**EXERCISE:**
Instruction for the data below: set down exactly the lines from the line with "M430,217L460,236L419,304L388,285Z" to the line with "M583,575L611,593L589,629L560,611Z", inclusive, and no others.

**SUPPLIED MATERIAL:**
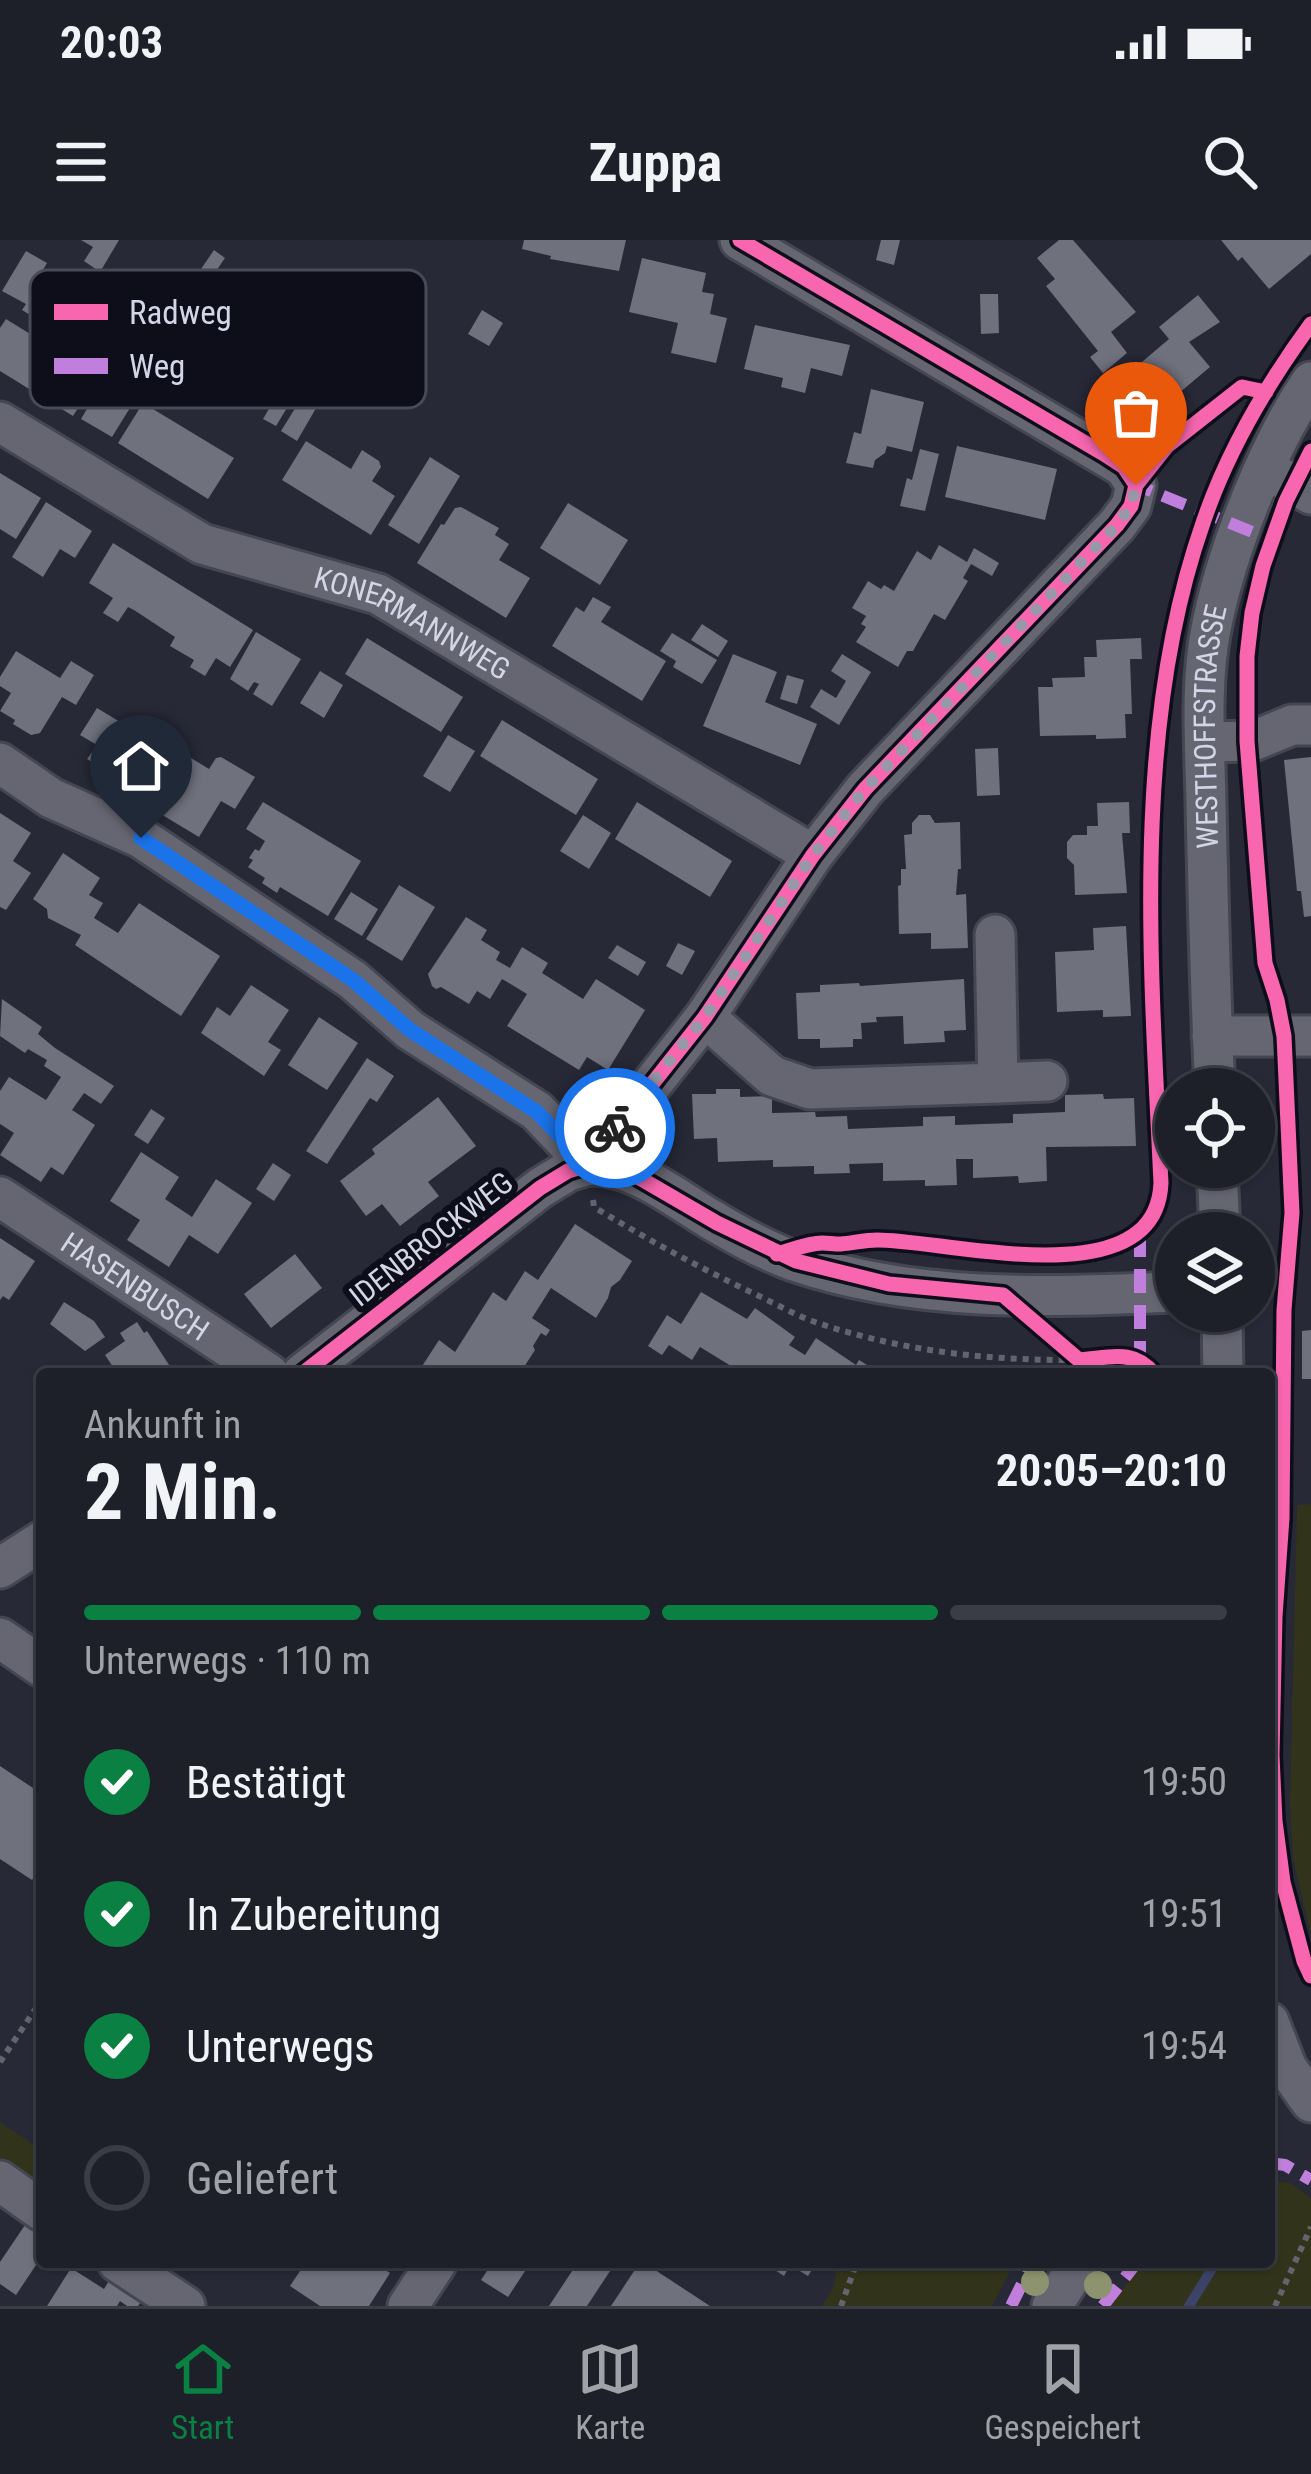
<!DOCTYPE html>
<html lang="de">
<head>
<meta charset="utf-8">
<style>
	:root { --surface:#1d1f29; --page:#252731; --text:#f1f3f6; --muted:#a0a2a8; --line:#3b3d46; --accent:#0b8043 }
	body { margin:0; font-family:"Roboto Condensed",sans-serif; background:var(--page); color:var(--text); height:100vh; display:flex; flex-direction:column; font-size:45px; white-space:nowrap }
	* { box-sizing:border-box; margin:0 }
	p { font-size:39px; color:var(--muted) }
	.icon { flex:none; width:66px; height:66px; fill:none; stroke:currentColor; stroke-width:2; stroke-linecap:round; stroke-linejoin:round }
	.map { position:relative; flex:1; overflow:hidden }
	.panel { position:absolute; left:36px; top:1128px; width:1239px; height:900px; display:flex; flex-direction:column; background:var(--surface); border-radius:12px; box-shadow:0 3px 9px #0004,0 0 0 3px var(--line) }
	.panel>* { flex:none }
	.fabs { position:absolute; left:1155px; top:828px; display:grid; gap:24px }
	.fabs a { display:grid; place-items:center; width:120px; height:120px; border-radius:50%; background:var(--surface); box-shadow:0 3px 9px #0004,0 0 0 3px var(--line); font-size:60px }
	.pin { position:absolute; display:grid; place-items:center; width:102px; height:102px; color:#fff; margin:-123px -51px; border-radius:50% 50% 50% 0; rotate:-45deg; box-shadow:0 0 12px #0007 }
	.pin .icon { rotate:45deg }
	.courier { position:absolute; display:grid; place-items:center; width:120px; height:120px; margin:-60px; border:9px solid #1a73e8; border-radius:50%; background:#fff; color:#222; box-shadow:0 3px 15px #0007 }
	.summary em { font-style:normal; font-weight:700 }
	.summary div { display:flex; flex-direction:column-reverse }
	.summary { display:flex; align-items:center; justify-content:space-between; height:204px; padding:0 48px }
	h1 { font-size:78px; font-weight:700; line-height:90px }
	.bar { display:grid; grid-template-columns:repeat(4,1fr); gap:18px 12px; align-content:center; height:144px; padding:0 48px }
	.bar i { height:15px; border-radius:9px; background:var(--line) }
	.bar .current { background:var(--accent) }
	.bar p { grid-column:span 4 }
	ol { padding:0 48px; list-style:none }
	li { display:flex; align-items:center; gap:36px; height:132px }
	li p { margin-inline-start:auto }
	li .icon { padding:12px; border-radius:50%; background:var(--accent); color:#fff; stroke-width:4 }
	li:last-child { color:var(--muted) }
	li i { width:66px; height:66px; border:6px solid var(--line); border-radius:50% }
	.status { display:flex; justify-content:space-between; align-items:center; height:84px; padding:0 60px; background:var(--surface); direction:ltr }
	.status svg { height:33px; fill:currentColor }
	header { display:flex; justify-content:space-between; align-items:center; height:156px; padding:0 48px; background:var(--surface); font-size:54px; font-weight:700 }
	.tab-bar { display:flex; justify-content:space-around; align-items:center; height:168px; border-top:3px solid var(--line); background:var(--surface); font-size:33px; color:var(--muted) }
	.tab-bar a { display:grid; justify-items:center; gap:6px }
	.tab-bar .current { color:var(--accent) }
	.map>svg:first-child { display:block }
</style>
</head>
<body>
<div class="status"><b>20:03</b><svg viewBox="0 0 49 12"><path d="M0 12V9h3v3zM5 12V6h3v6zM10 12V3h3v9zM15 12V0h3v12zM26 1h20v11H26zM47 4h2v5h-2z"/></svg></div>
<header><svg class="icon" aria-label="menu" viewBox="0 0 24 24"><path d="M4 6h16M4 12h16M4 18h16"/></svg>Zuppa<svg class="icon" aria-label="search" viewBox="0 0 24 24"><circle cx="10" cy="10" r="6"/><path d="M15 15l6 6"/></svg></header>
<div class="map">
<svg width="1311" height="2066" viewBox="0 0 1311 2066">
	<rect width="100%" height="100%" fill="#272937"/>
	<!-- green -->
	<path fill="#31331a" d="M1311,1264V1695L1293,1618L1290,1563L1297,1265Z
		M0,1882L42,1910V1951L0,1927Z
		M1269,1940L1290,1943L1311,1958V2066H1109L1145,2022H1269Z
		M837,2022H1015L992,2066H822L834,2046Z"/>
	<g fill="none" stroke-linecap="round" stroke-linejoin="round">
		<!-- stream -->
		<path stroke="#3d4269" stroke-width="10" d="M1189,2066L1216,2022"/>
	</g>
	<!-- building -->
	<path fill="#6f717d" d="M81,0H119L100,32L84,21L93,7Z
		M524,0H626L619,31L550,19L551,16L522,9Z
		M881,0H900L894,25L876,20Z
		M1059,0H1073L1136,72L1111,92L1127,113L1103,133L1090,117L1098,111L1046,46L1055,39L1037,18Z
		M1221,0H1311V14L1269,49L1242,17L1238,21Z
		M214,10L225,18L208,43L197,35Z
		M26,11L47,23L33,47L44,54L41,60L61,72L51,88L22,70L26,64L2,51Z
		M642,18L706,33L702,52L714,54L710,74L727,78L716,123L671,113L678,83L629,72Z
		M980,54H998L999,93L981,94Z
		M1198,55L1220,82L1189,102L1210,127L1172,159L1156,139L1150,144L1136,127L1169,99L1159,87Z
		M482,70L503,83L489,106L468,94Z
		M6,79L98,136L73,176L0,131V88Z
		M755,85L850,105L842,136L811,128L805,153L781,147L783,138L744,129Z
		M130,96L162,116L112,197L81,179Z
		M334,104L348,113L297,201L281,191L299,162L293,158L276,186L263,179L280,150L284,153L294,135L309,144Z
		M871,149L924,162L912,212L887,206L885,213L875,220L873,228L846,223L854,192L861,194Z
		M143,163L234,218L208,259L118,203Z
		M306,201L351,229L362,210L379,221L381,227L372,241L395,256L371,295L282,240Z
		M957,206L1057,229L1045,280L945,257Z
		M920,209L939,214L925,271L900,266L907,238L912,240Z
		M430,217L460,236L419,304L388,285Z
		M0,233L41,258L16,299L0,289Z
		M46,262L92,291L75,318L60,309L43,337L12,317Z
		M568,263L628,300L600,345L540,308Z
		M461,267L499,288L495,295L509,304L499,320L530,338L506,378L417,323L441,284L444,285L455,268Z
		M113,303L253,390L230,427L216,418L205,436L190,427L194,420L170,406L175,397L134,370L128,367L118,382L103,373L113,358L89,343Z
		M939,305L967,322L974,308L999,323L992,336L971,324L963,338L968,341L945,380L934,374L913,411H907L898,427L856,402L866,387L861,384L866,376L852,368L868,341L881,349L884,345L894,351L917,311L931,320Z
		M593,357L611,367L601,382L666,421L642,461L552,406L576,367L584,372Z
		M702,384L728,401L718,417L691,400Z
		M256,392L301,419L272,466L253,454L259,444L254,442L248,451L230,439Z
		M672,393L717,420L702,444L673,427L676,421L660,411Z
		M367,398L463,457L441,492L345,434Z
		M1141,398L1142,419H1130L1132,474H1125L1126,498L1096,499V495L1040,496L1038,447H1053L1052,438L1085,437L1084,417H1097L1096,400Z
		M16,411L60,438L71,421L94,435L76,465L62,457L40,493L31,495L13,484L15,480L0,471L11,453L0,446V437Z
		M733,414L777,432L765,462L817,484L800,525L703,486Z
		M842,414L871,432L839,485L810,467L821,449L836,458L846,441L831,431Z
		M320,431L343,445L324,478L300,463Z
		M787,435L804,440L797,464L780,459Z
		M97,468L140,494L149,478L171,491L153,520L139,511L121,541L87,519L97,505L80,495Z
		M502,480L598,539L576,575L480,516Z
		M448,495L475,511L450,552L423,536Z
		M998,508L1000,555L977,556L975,509Z
		M178,510L209,529L216,518L221,517L255,537L235,569L221,561L199,597L154,570L162,556L153,551Z
		M1311,517V676L1304,677L1301,651H1297L1284,520Z
		M263,562L361,621L328,676L280,647L277,653L262,643L265,638L248,627L253,620L249,618L255,609L259,611L265,601L246,589Z
		M637,562L732,621L710,657L615,599Z
		M1129,562L1130,593H1122L1127,653L1075,655L1074,625L1067,618V602L1073,595H1087V586H1098L1097,563Z
		M0,573L31,593L13,621L31,633L6,670L0,667Z
		M583,575L611,593L589,629L560,611Z
		M919,575H930L935,583L960,582L961,629H958L956,655L966,654L968,708L931,709V693L899,694L898,646L901,645V629H906L904,595L912,594V583Z
		M63,613L100,638L89,655L103,663L94,678L118,693L139,663L220,716L181,776L75,705L81,695L48,678L47,669L33,659Z
		M399,645L435,667L402,721L366,699Z
		M351,652L378,669L362,696L334,679Z
		M466,677L487,690L481,700L500,712L496,720L510,728L522,707L548,723L542,733L583,759L596,739L645,770L608,830L587,817L579,830L507,786L527,754L502,739L490,759L477,751L469,764L441,747L436,749L432,746L428,734Z
		M1126,686L1131,776L1103,777V770L1057,772L1055,712L1094,710L1093,688Z
		M678,703L695,711L682,735L666,726Z
		M617,705L646,722L638,736L608,718Z
		M964,739L966,790L944,791L945,802L904,804L903,776L876,777L877,782L861,783L862,799H853V807L820,808V799H798L796,753L820,752V745L859,743L860,746Z
		M251,745L289,770L268,802L281,810L264,836L201,793L217,767L230,776Z
		M2,759L42,787L38,794L55,808L114,846L101,864L84,853L72,870L95,885L63,935L51,927L41,942L0,915L14,893L0,884V851L9,837L46,860L61,837L44,826L47,820L28,809L25,813L0,796Z
		M319,777L358,803L327,850L288,825Z
		M367,818L394,836L377,862L370,858L327,924L306,911Z
		M716,849H740V857L772,856V873L815,872L816,877L847,876L848,889L923,886V877L955,876V885L1013,883V874L1065,872V855L1103,854L1104,859L1134,858L1136,906L1046,907L1047,941L1019,943L1018,936L973,938V919H956L957,945L925,946V940L883,941V923L849,924L850,933L814,934V926L773,927V920L718,922L717,898L694,899L692,854H716Z
		M438,857L476,906L428,942L439,956L400,986L382,964L366,976L340,941L375,914L372,909Z
		M151,869L165,878L148,904L134,895Z
		M141,912L179,937L165,959L192,977L216,939L252,963L218,1014L189,995L169,1027L127,1000L140,980L110,961Z
		M273,923L291,935L274,961L256,949Z
		M575,984L632,1021L620,1040L611,1047L608,1058L596,1078L551,1048L532,1078L550,1090L546,1096L541,1093L533,1106L535,1110L524,1127L520,1126L514,1134H417L439,1100L455,1112L493,1052L506,1061L525,1031L538,1040Z
		M0,998L35,1021L9,1060L3,1056L0,1060Z
		M295,1014L322,1048L271,1088L244,1054Z
		M701,1052L747,1079L755,1068L795,1097L789,1105L805,1115L816,1098L856,1125L859,1120L880,1133L886,1126L898,1134H744L700,1107L692,1120L669,1105L662,1115L648,1106L667,1075L681,1084Z
		M64,1062L94,1081L105,1097L85,1111L50,1084Z
		M137,1082L144,1093L147,1091L173,1131L168,1134H102L113,1127L105,1115L125,1101L120,1093Z
		M1311,1090V1139H1302V1091Z
		M0,1526L42,1554V1624L32,1640L0,1619Z
		M25,1985L42,1996V2016L16,2055L0,2044V2022Z
		M306,2022H373L390,2033L369,2066H320L290,2046Z
		M493,2022H531L508,2057L481,2040Z
		M578,2022H616L587,2066H549Z
		M640,2022H643L710,2066H611Z
		M763,2022H817L808,2036L790,2025L784,2036Z
		M71,2028L104,2049L112,2036L144,2058L138,2066H127L120,2061L117,2066H47Z"/>
	<g fill="none" stroke-linecap="round" stroke-linejoin="round">
		<!-- minor casing -->
		<g stroke="#444652" stroke-width="45">
			<g id="minor">
				<path id="s1" d="M0,182L202,304L378,354L813,615"/>
				<path d="M1265,229L1311,254"/>
				<path d="M1205,502L1253,501L1292,485H1311"/>
				<path d="M0,523L51,558L141,598L353,740L410,790L537,871L588,925C634,923 674,958 712,980C737,995 766,1011 794,1021C916,1063 1049,1057 1176,1052"/>
				<path d="M705,777L772,836L810,849L998,843L995,695"/>
				<path d="M1212,796H1311"/>
				<path d="M998,843L1047,841"/>
				<path id="s2" d="M1215,849C1210,754 1208,659 1206,563C1205,508 1200,443 1211,389C1226,312 1267,207 1311,142"/>
				<path d="M1217,927L1220,993"/>
				<path id="s3" d="M0,957L269,1134"/>
				<path d="M1222,1071L1223,1134"/>
				<path d="M302,1134L540,948L568,931L588,925L705,777L813,615L865,549L1117,285L1131,266L1136,245L1124,227L740,0"/>
				<path d="M0,1328L42,1301"/>
				<path d="M0,1398L42,1427"/>
				<path d="M1269,1782L1287,1828L1311,1862"/>
				<path d="M0,1941L42,1971"/>
				<path d="M118,2022L185,2066"/>
				<path d="M408,2066L437,2022"/>
				<path d="M1052,2066L1080,2022"/>
			</g>
		</g>
		<!-- path -->
		<path stroke="#63646e" stroke-width="6" stroke-dasharray="6 6" stroke-linecap="butt" d="M593,960L594,967C648,1000 700,1028 757,1055C776,1064 795,1075 815,1082C900,1111 990,1121 1079,1120
			M0,1822L42,1759
			M841,2066L857,2022
			M1275,2066L1311,1987"/>
		<!-- minor -->
		<use href="#minor" stroke="#656672" stroke-width="39"/>
		<!-- quiet -->
		<path stroke="#c07fdc" stroke-width="12" stroke-dasharray="24 12" stroke-linecap="butt" d="M1140,239L1136,245L1272,300
			M1140,993V1120
			M1269,1923L1285,1925L1311,1940
			M1011,2066L1033,2022
			M1103,2066L1137,2022"/>
		<!-- cycleway casing -->
		<g stroke="#0d0e19" stroke-width="22">
			<path id="cycleway" d="M740,0L1104,214L1124,227L1136,245
				M1311,211L1286,261L1263,326L1252,373L1247,416V501L1265,723L1277,760L1284,796L1292,973L1284,1070L1282,1278L1275,1376L1272,1515L1275,1581L1283,1642L1304,1721L1311,1736
				M588,925L611,926L631,933L717,983L796,1021L889,1044L1003,1055L1079,1120C1109,1118 1133,1108 1154,1134
				M777,1014C792,1010 808,1003 822,1003C828,1003 834,1004 841,1004C853,1003 865,1000 877,1000C949,1000 1156,1059 1161,943C1151,729 1131,488 1203,283C1227,212 1267,144 1311,84
				M302,1134L540,948L568,931L588,925L705,777L813,615L865,549L1117,285L1131,266L1136,245L1167,206L1242,147L1266,152"/>
		</g>
		<!-- cycleway -->
		<use href="#cycleway" stroke="#f766af" stroke-width="15"/>
	</g>
	<!-- trees -->
	<g fill="#8d936e">
		<circle cx="1035" cy="2042" r="14"/>
		<circle cx="1098" cy="2045" r="14"/>
	</g>
	<g fill="none" stroke-linecap="round" stroke-linejoin="round">
		<!-- done -->
		<path stroke="#9799a9" stroke-width="12" stroke-dasharray="0 21.6" d="M615,888L705,777L813,615L865,549L1117,285L1131,266L1136,245"/>
		<!-- route -->
		<path stroke="#1a73e8" stroke-width="15" d="M141,598L353,740L410,790L537,872L588,925L615,888"/>
	</g>
	<g text-anchor="middle" dominant-baseline="central" stroke-width="12" stroke-linejoin="round" paint-order="stroke">
		<!-- street labels -->
		<g font-size="30" fill="#d3d6e7" stroke="#0d0e19">
			<text stroke="none"><textPath href="#s1" startOffset="462">KONERMANNWEG</textPath></text>
			<text stroke="none"><textPath href="#s2" startOffset="363">WESTHOFFSTRASSE</textPath></text>
			<text transform="translate(431 999) rotate(-38)">IDENBROCKWEG</text>
			<text stroke="none"><textPath href="#s3" startOffset="162">HASENBUSCH</textPath></text>
		</g>
	</g>
	<!-- legend -->
	<rect x="30" y="30" width="396" height="138" rx="18" fill="#0d0e19" stroke="#484a57" stroke-width="3"/>
	<rect x="54" y="64" width="54" height="16" fill="#f766af"/>
	<rect x="54" y="118" width="54" height="16" fill="#c07fdc"/>
	<g font-size="33" fill="#d3d6e7">
		<text x="129" y="84">Radweg</text>
		<text x="129" y="138">Weg</text>
	</g>
</svg>
<div class="fabs">
<a><svg class="icon" aria-label="locate" viewBox="0 0 24 24"><circle cx="12" cy="12" r="6"/><path d="M12 2v4M12 18v4M2 12h4M18 12h4"/></svg></a>
<a><svg class="icon" aria-label="layers" viewBox="0 0 24 24"><path d="M12 4l9 5-9 5-9-5zM3 14l9 5 9-5"/></svg></a>
</div>
<div class="pin" style="left:1136px;top:245px;background:#ea580c"><svg class="icon" aria-label="bag" viewBox="0 0 24 24"><path d="M5 8h14l-1 12H6zM9 8a3 3 0 0 1 6 0"/></svg></div>
<div class="pin" style="left:141px;top:598px;background:#1f2937"><svg class="icon" aria-label="home" viewBox="0 0 24 24"><path d="M3 11l9-7 9 7M6 9v11h12V9"/></svg></div>
<div class="courier" style="left:615px;top:888px"><svg class="icon" aria-label="bike" viewBox="0 0 24 24"><circle cx="6" cy="16" r="4"/><circle cx="18" cy="16" r="4"/><path d="M6 16l4-8h5l3 8M10 8l3 8H6M13 5h3"/></svg></div>
<section class="panel">
<div class="summary"><div><h1>2 Min.</h1><p>Ankunft in</p></div><em>20:05–20:10</em></div>
<div class="bar"><i class="current"></i><i class="current"></i><i class="current"></i><i></i><p>Unterwegs · 110 m</p></div>
<ol>
<li><svg class="icon" aria-label="check" viewBox="0 0 24 24"><path d="M5 12l5 5 9-10"/></svg>Bestätigt<p>19:50</p></li>
<li><svg class="icon" aria-label="check" viewBox="0 0 24 24"><path d="M5 12l5 5 9-10"/></svg>In Zubereitung<p>19:51</p></li>
<li><svg class="icon" aria-label="check" viewBox="0 0 24 24"><path d="M5 12l5 5 9-10"/></svg>Unterwegs<p>19:54</p></li>
<li><i></i>Geliefert</li>
</ol>
</section>
</div>
<nav class="tab-bar">
<a class="current"><svg class="icon" aria-label="home" viewBox="0 0 24 24"><path d="M3 11l9-7 9 7M6 9v11h12V9"/></svg>Start</a>
<a><svg class="icon" aria-label="map" viewBox="0 0 24 24"><path d="M3 6l6-2 6 2 6-2v14l-6 2-6-2-6 2zM9 4v14M15 6v14"/></svg>Karte</a>
<a><svg class="icon" aria-label="saved" viewBox="0 0 24 24"><path d="M7 4h10v16l-5-4-5 4z"/></svg>Gespeichert</a>
</nav>
</body>
</html>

**WRITTEN REPLY:**
		M430,217L460,236L419,304L388,285Z
		M0,233L41,258L16,299L0,289Z
		M46,262L92,291L75,318L60,309L43,337L12,317Z
		M568,263L628,300L600,345L540,308Z
		M461,267L499,288L495,295L509,304L499,320L530,338L506,378L417,323L441,284L444,285L455,268Z
		M113,303L253,390L230,427L216,418L205,436L190,427L194,420L170,406L175,397L134,370L128,367L118,382L103,373L113,358L89,343Z
		M939,305L967,322L974,308L999,323L992,336L971,324L963,338L968,341L945,380L934,374L913,411H907L898,427L856,402L866,387L861,384L866,376L852,368L868,341L881,349L884,345L894,351L917,311L931,320Z
		M593,357L611,367L601,382L666,421L642,461L552,406L576,367L584,372Z
		M702,384L728,401L718,417L691,400Z
		M256,392L301,419L272,466L253,454L259,444L254,442L248,451L230,439Z
		M672,393L717,420L702,444L673,427L676,421L660,411Z
		M367,398L463,457L441,492L345,434Z
		M1141,398L1142,419H1130L1132,474H1125L1126,498L1096,499V495L1040,496L1038,447H1053L1052,438L1085,437L1084,417H1097L1096,400Z
		M16,411L60,438L71,421L94,435L76,465L62,457L40,493L31,495L13,484L15,480L0,471L11,453L0,446V437Z
		M733,414L777,432L765,462L817,484L800,525L703,486Z
		M842,414L871,432L839,485L810,467L821,449L836,458L846,441L831,431Z
		M320,431L343,445L324,478L300,463Z
		M787,435L804,440L797,464L780,459Z
		M97,468L140,494L149,478L171,491L153,520L139,511L121,541L87,519L97,505L80,495Z
		M502,480L598,539L576,575L480,516Z
		M448,495L475,511L450,552L423,536Z
		M998,508L1000,555L977,556L975,509Z
		M178,510L209,529L216,518L221,517L255,537L235,569L221,561L199,597L154,570L162,556L153,551Z
		M1311,517V676L1304,677L1301,651H1297L1284,520Z
		M263,562L361,621L328,676L280,647L277,653L262,643L265,638L248,627L253,620L249,618L255,609L259,611L265,601L246,589Z
		M637,562L732,621L710,657L615,599Z
		M1129,562L1130,593H1122L1127,653L1075,655L1074,625L1067,618V602L1073,595H1087V586H1098L1097,563Z
		M0,573L31,593L13,621L31,633L6,670L0,667Z
		M583,575L611,593L589,629L560,611Z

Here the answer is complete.